The XY model is one of the foundational systems in statistical mechanics — a lattice of planar spins interacting with their neighbors. In two dimensions, it exhibits the Berezinskii-Kosterlitz-Thouless (BKT) transition: not a conventional phase transition with a sharp order parameter, but a topological one where vortex-antivortex pairs unbind at a critical temperature. Below the transition, the system has quasi-long-range order — correlations decay as a power law rather than exponentially, but true long-range order is absent. The Mermin-Wagner theorem forbids it.

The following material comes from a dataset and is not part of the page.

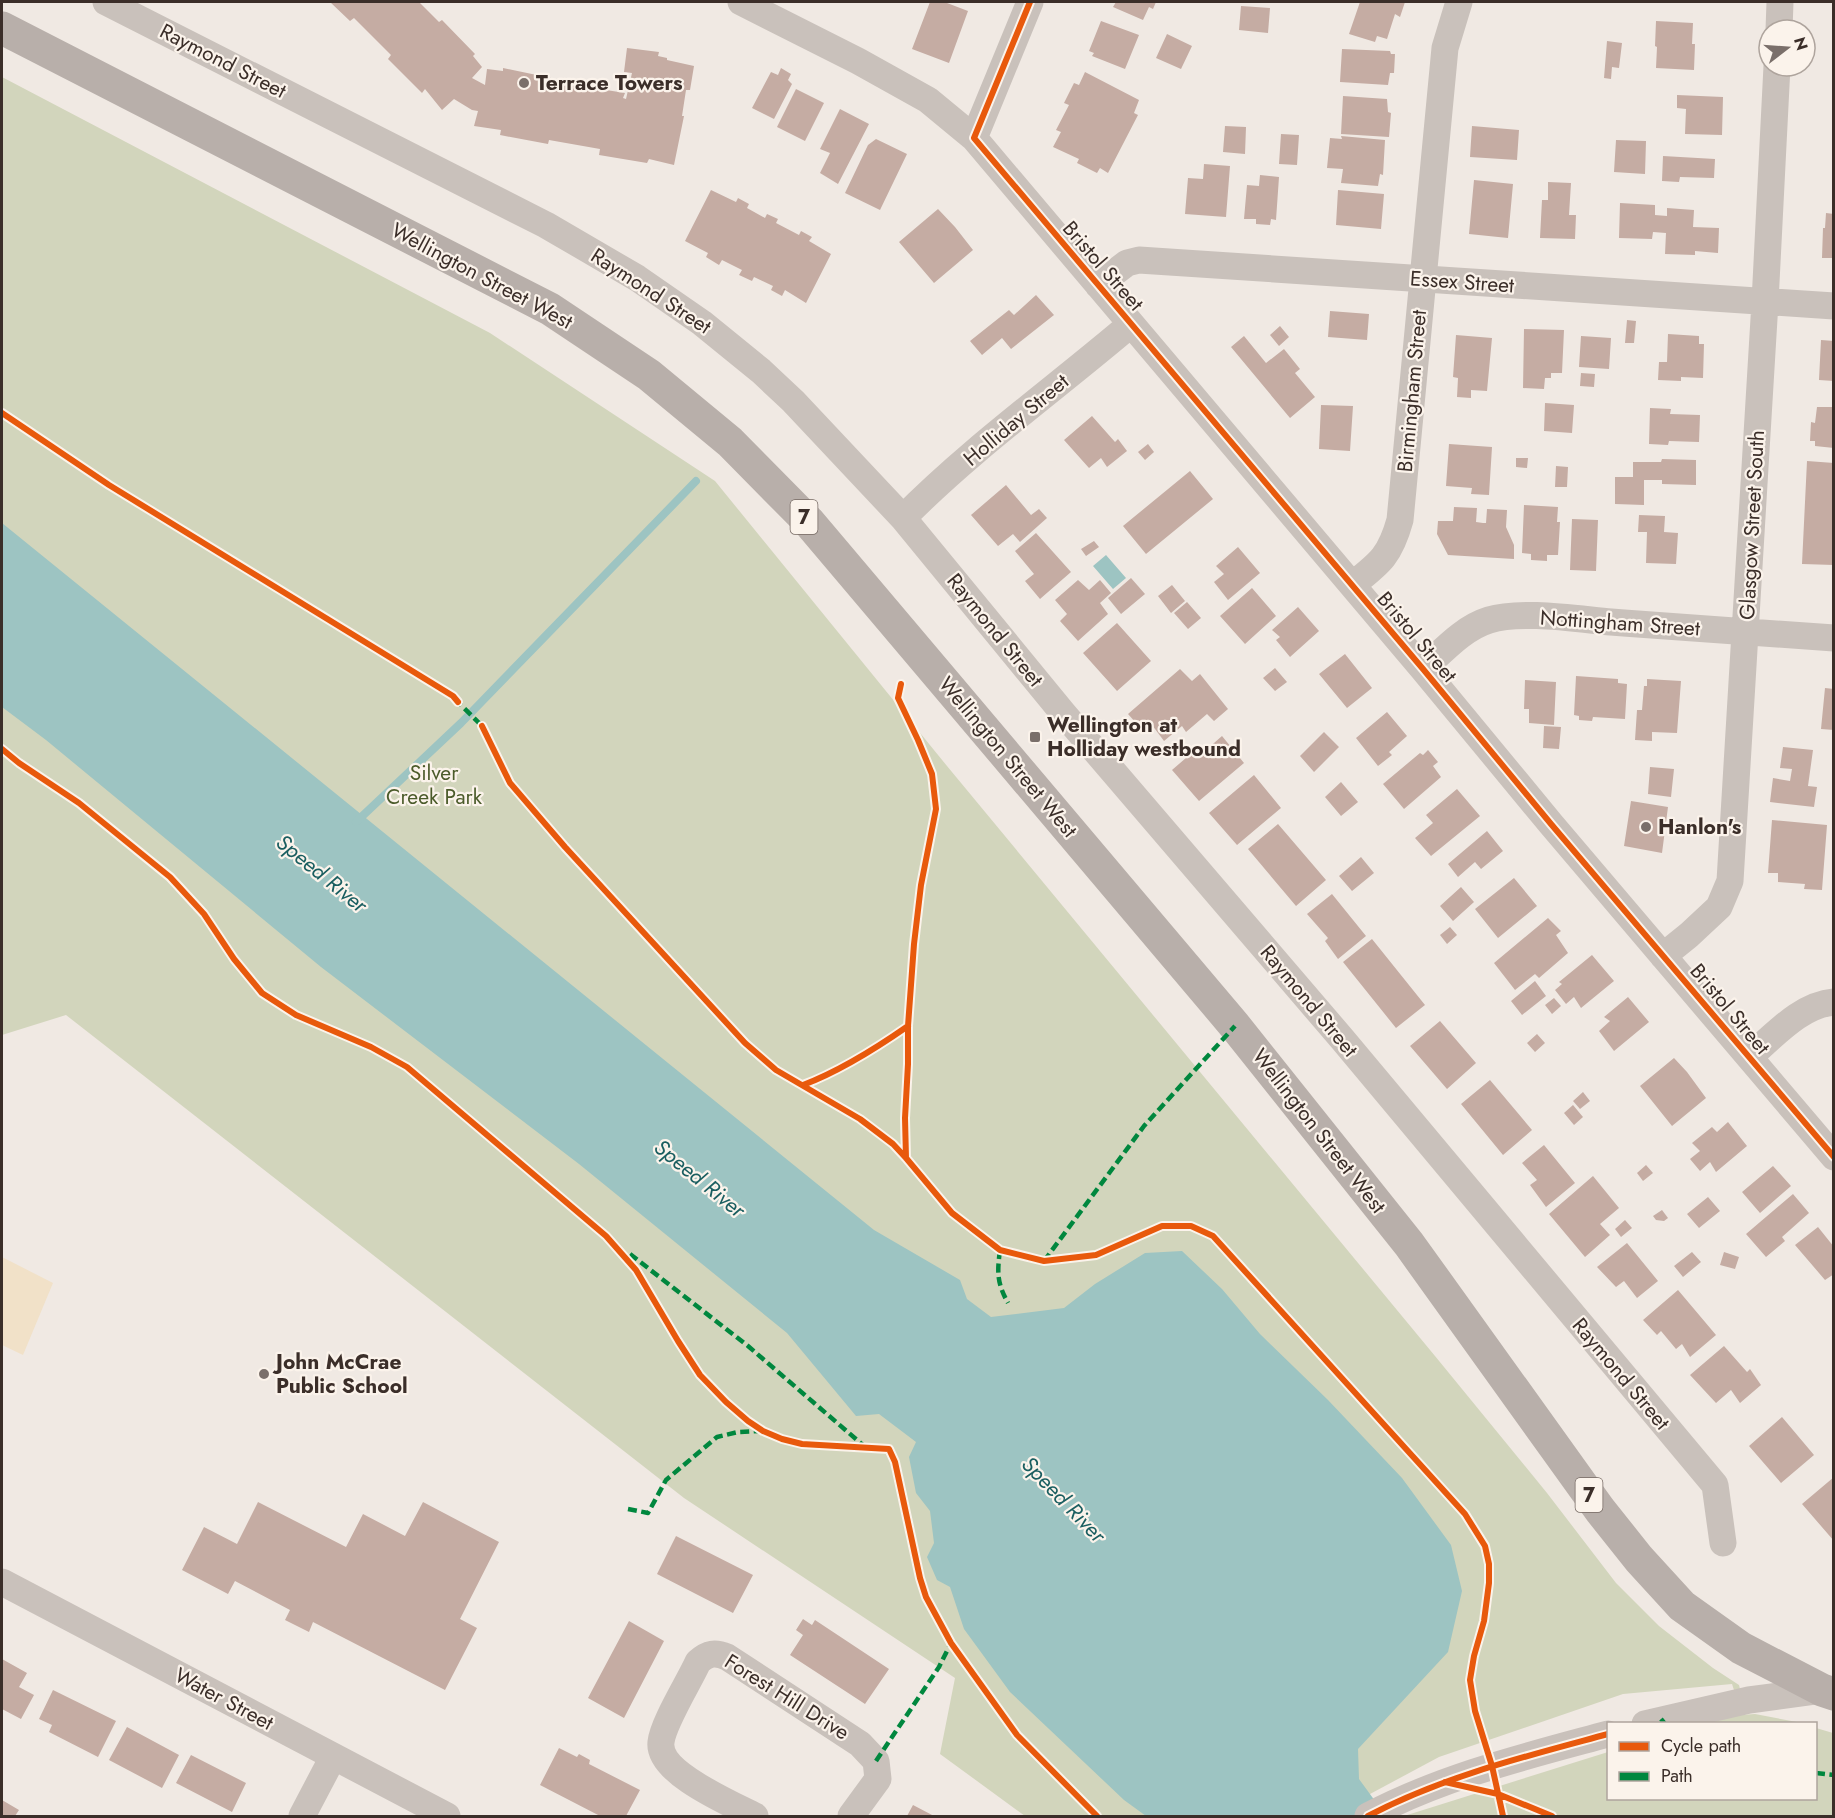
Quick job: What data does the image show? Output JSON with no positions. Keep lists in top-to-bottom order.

Shi, Chaté, and Mahault (2602.22028) subject this system to time-correlated noise instead of the usual white noise. The motivation comes from active crystals — assemblies of self-propelled particles arranged in lattice-like configurations — where the fluctuations driving each particle have memory. A bacterium pushes in one direction for a while before reorienting. The noise is persistent.
The central finding: the system can remain quasi-ordered despite correlations decaying much faster than equilibrium allows. In equilibrium, the BKT phase constrains how fast correlations can decay — the exponent of the power law is bounded. With persistent noise, this bound is violated. The system maintains order even when, by equilibrium standards, it shouldn't.
Yet the transition itself remains BKT. The topology doesn't change — the phase transition is still about vortex unbinding. But the scaling exponents vary continuously with the persistence time of the noise. The universality class is the same; the critical exponents are not.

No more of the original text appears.